— WHAT THE TASK REQUIRES —
Using the data that follows, return exactly the lines from the one that contains "ctx.save();" through the one that contains "M41,1697L55,1757L0,1770V1704Z", ends included.

— SOURCE DATA —

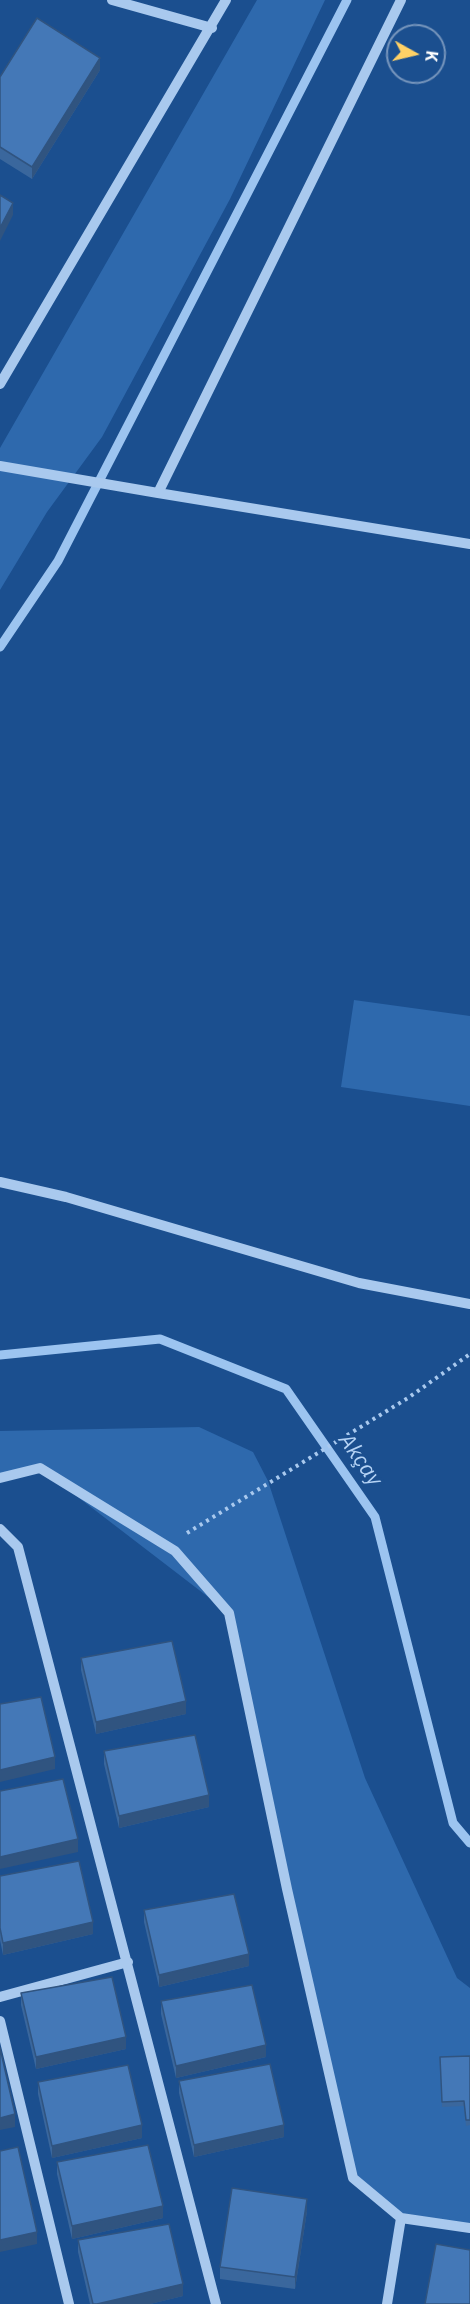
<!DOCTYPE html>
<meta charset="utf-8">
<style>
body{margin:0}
#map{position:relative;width:470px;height:2304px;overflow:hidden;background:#1b4f8f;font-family:"IBM Plex Sans",sans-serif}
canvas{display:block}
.north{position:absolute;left:386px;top:24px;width:60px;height:60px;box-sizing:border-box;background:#1b4f8f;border:2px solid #7695bc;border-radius:50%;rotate:98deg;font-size:16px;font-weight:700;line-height:24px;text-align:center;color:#fff}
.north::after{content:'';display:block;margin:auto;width:21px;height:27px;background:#ffd166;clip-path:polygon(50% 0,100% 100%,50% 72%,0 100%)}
</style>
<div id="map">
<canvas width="470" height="2304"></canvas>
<div class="north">K</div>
</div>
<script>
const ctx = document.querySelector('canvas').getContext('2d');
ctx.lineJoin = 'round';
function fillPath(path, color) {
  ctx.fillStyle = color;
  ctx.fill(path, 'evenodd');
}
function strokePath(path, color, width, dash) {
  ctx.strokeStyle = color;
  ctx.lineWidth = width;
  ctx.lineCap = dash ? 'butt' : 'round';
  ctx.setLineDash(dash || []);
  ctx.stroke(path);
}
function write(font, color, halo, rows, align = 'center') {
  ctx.font = font + ' "IBM Plex Sans",sans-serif';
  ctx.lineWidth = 6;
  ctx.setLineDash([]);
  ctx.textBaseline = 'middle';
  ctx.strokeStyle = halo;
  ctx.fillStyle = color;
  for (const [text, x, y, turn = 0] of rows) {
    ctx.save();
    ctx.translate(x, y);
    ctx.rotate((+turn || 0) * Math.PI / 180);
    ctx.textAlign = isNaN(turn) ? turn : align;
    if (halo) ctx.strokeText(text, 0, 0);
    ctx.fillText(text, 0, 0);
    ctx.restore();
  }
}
fillPath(new Path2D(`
 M257,0H325L230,199L102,437L47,512L0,590V448Z
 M354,1000L470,1016V1106L341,1087Z
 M199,1427L253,1452L268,1481L365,1778L457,1978L470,1988V2228L401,2218L353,2178L229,1613L40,1468L0,1478V1431Z`), '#2e69ad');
strokePath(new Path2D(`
 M0,647L58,561L347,0
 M0,1355L160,1339L286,1389L375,1517L453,1823L470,1843`), '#9cc4f0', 9);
strokePath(new Path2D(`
 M187,1533L408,1398L470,1354`), '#a9c9ee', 4, [3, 4.5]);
strokePath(new Path2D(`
 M112,0L212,28
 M401,0L158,493L470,544
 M0,384L226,0
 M0,466L158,493
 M0,1182L66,1197L359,1283L470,1304
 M0,1478L40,1468L175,1551L229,1613L287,1889L353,2178L401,2218L470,2228
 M0,1529L18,1547L216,2304
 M0,1997L128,1962
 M0,2021L69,2304
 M387,2304L401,2218`), '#a9c9ee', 10);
fillPath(new Path2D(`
 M100,70L32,179L0,159V77Z
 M81,1658L186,1714L96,1734L81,1670Z
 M104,1751L209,1807L119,1828L104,1764Z
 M0,1876L93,1934L3,1955L0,1940Z
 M144,1910L249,1966L159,1987L144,1922Z
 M21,1993L126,2049L36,2069L21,2005Z
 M161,2001L266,2057L176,2078L161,2014Z
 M470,2056V2125L466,2126L464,2106L442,2107L440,2057Z
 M179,2081L284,2137L194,2157L179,2093Z
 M38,2082L142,2138L52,2158L38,2094Z
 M57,2162L163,2218L72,2239L57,2174Z
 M307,2211L295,2289L220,2279V2267Z
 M78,2240L183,2296L150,2304H90L78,2252Z`), '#3a679d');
fillPath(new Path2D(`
 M100,58V70L32,179V167Z
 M13,203V215L0,241V228Z
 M186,1701V1714L96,1734V1722Z
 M55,1757V1769L0,1782V1770Z
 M209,1795V1807L119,1828V1816Z
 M78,1839V1852L0,1869V1857Z
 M93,1922V1934L3,1955V1943Z
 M249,1954V1966L159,1987V1975Z
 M126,2037V2049L36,2069V2057Z
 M266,2045V2057L176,2078V2066Z
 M15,2114V2127L0,2130V2118Z
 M142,2125V2138L52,2158V2146Z
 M284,2125V2137L194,2157V2145Z
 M307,2199V2211L295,2289V2277Z
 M163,2206V2218L72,2239V2226Z
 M37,2232V2244L0,2252V2240Z
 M183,2284V2296L150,2304H97Z`), '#305480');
const building = new Path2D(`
 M37,18L100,58L32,167L0,147V77Z
 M0,195L13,203L0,228Z
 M172,1641L186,1701L96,1722L81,1658Z
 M41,1697L55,1757L0,1770V1704Z
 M195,1735L209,1795L119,1816L104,1751Z
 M63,1779L78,1839L0,1857V1791Z
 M79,1861L93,1922L3,1943L0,1928V1876Z
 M234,1894L249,1954L159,1975L144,1910Z
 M112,1977L126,2037L36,2057L21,1993Z
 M252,1985L266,2045L176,2066L161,2001Z
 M0,2048L15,2114L0,2118Z
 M470,2056V2120H466L464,2101L442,2102L440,2057Z
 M270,2064L284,2125L194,2145L179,2081Z
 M128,2065L142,2125L52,2146L38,2082Z
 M148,2145L163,2206L72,2226L57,2162Z
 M18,2147L37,2232L0,2240V2151Z
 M232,2188L307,2199L295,2277L220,2267Z
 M169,2224L183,2284L97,2304H93L78,2240Z
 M436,2244L470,2250V2304H425Z`);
fillPath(building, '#4478b7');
strokePath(building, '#305480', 1.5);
write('italic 22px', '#b5d3f5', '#1b4f8f', [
 ["Akçay",360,1460,55]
]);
</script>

— EXERCISE ANSWER —
    ctx.save();
    ctx.translate(x, y);
    ctx.rotate((+turn || 0) * Math.PI / 180);
    ctx.textAlign = isNaN(turn) ? turn : align;
    if (halo) ctx.strokeText(text, 0, 0);
    ctx.fillText(text, 0, 0);
    ctx.restore();
  }
}
fillPath(new Path2D(`
 M257,0H325L230,199L102,437L47,512L0,590V448Z
 M354,1000L470,1016V1106L341,1087Z
 M199,1427L253,1452L268,1481L365,1778L457,1978L470,1988V2228L401,2218L353,2178L229,1613L40,1468L0,1478V1431Z`), '#2e69ad');
strokePath(new Path2D(`
 M0,647L58,561L347,0
 M0,1355L160,1339L286,1389L375,1517L453,1823L470,1843`), '#9cc4f0', 9);
strokePath(new Path2D(`
 M187,1533L408,1398L470,1354`), '#a9c9ee', 4, [3, 4.5]);
strokePath(new Path2D(`
 M112,0L212,28
 M401,0L158,493L470,544
 M0,384L226,0
 M0,466L158,493
 M0,1182L66,1197L359,1283L470,1304
 M0,1478L40,1468L175,1551L229,1613L287,1889L353,2178L401,2218L470,2228
 M0,1529L18,1547L216,2304
 M0,1997L128,1962
 M0,2021L69,2304
 M387,2304L401,2218`), '#a9c9ee', 10);
fillPath(new Path2D(`
 M100,70L32,179L0,159V77Z
 M81,1658L186,1714L96,1734L81,1670Z
 M104,1751L209,1807L119,1828L104,1764Z
 M0,1876L93,1934L3,1955L0,1940Z
 M144,1910L249,1966L159,1987L144,1922Z
 M21,1993L126,2049L36,2069L21,2005Z
 M161,2001L266,2057L176,2078L161,2014Z
 M470,2056V2125L466,2126L464,2106L442,2107L440,2057Z
 M179,2081L284,2137L194,2157L179,2093Z
 M38,2082L142,2138L52,2158L38,2094Z
 M57,2162L163,2218L72,2239L57,2174Z
 M307,2211L295,2289L220,2279V2267Z
 M78,2240L183,2296L150,2304H90L78,2252Z`), '#3a679d');
fillPath(new Path2D(`
 M100,58V70L32,179V167Z
 M13,203V215L0,241V228Z
 M186,1701V1714L96,1734V1722Z
 M55,1757V1769L0,1782V1770Z
 M209,1795V1807L119,1828V1816Z
 M78,1839V1852L0,1869V1857Z
 M93,1922V1934L3,1955V1943Z
 M249,1954V1966L159,1987V1975Z
 M126,2037V2049L36,2069V2057Z
 M266,2045V2057L176,2078V2066Z
 M15,2114V2127L0,2130V2118Z
 M142,2125V2138L52,2158V2146Z
 M284,2125V2137L194,2157V2145Z
 M307,2199V2211L295,2289V2277Z
 M163,2206V2218L72,2239V2226Z
 M37,2232V2244L0,2252V2240Z
 M183,2284V2296L150,2304H97Z`), '#305480');
const building = new Path2D(`
 M37,18L100,58L32,167L0,147V77Z
 M0,195L13,203L0,228Z
 M172,1641L186,1701L96,1722L81,1658Z
 M41,1697L55,1757L0,1770V1704Z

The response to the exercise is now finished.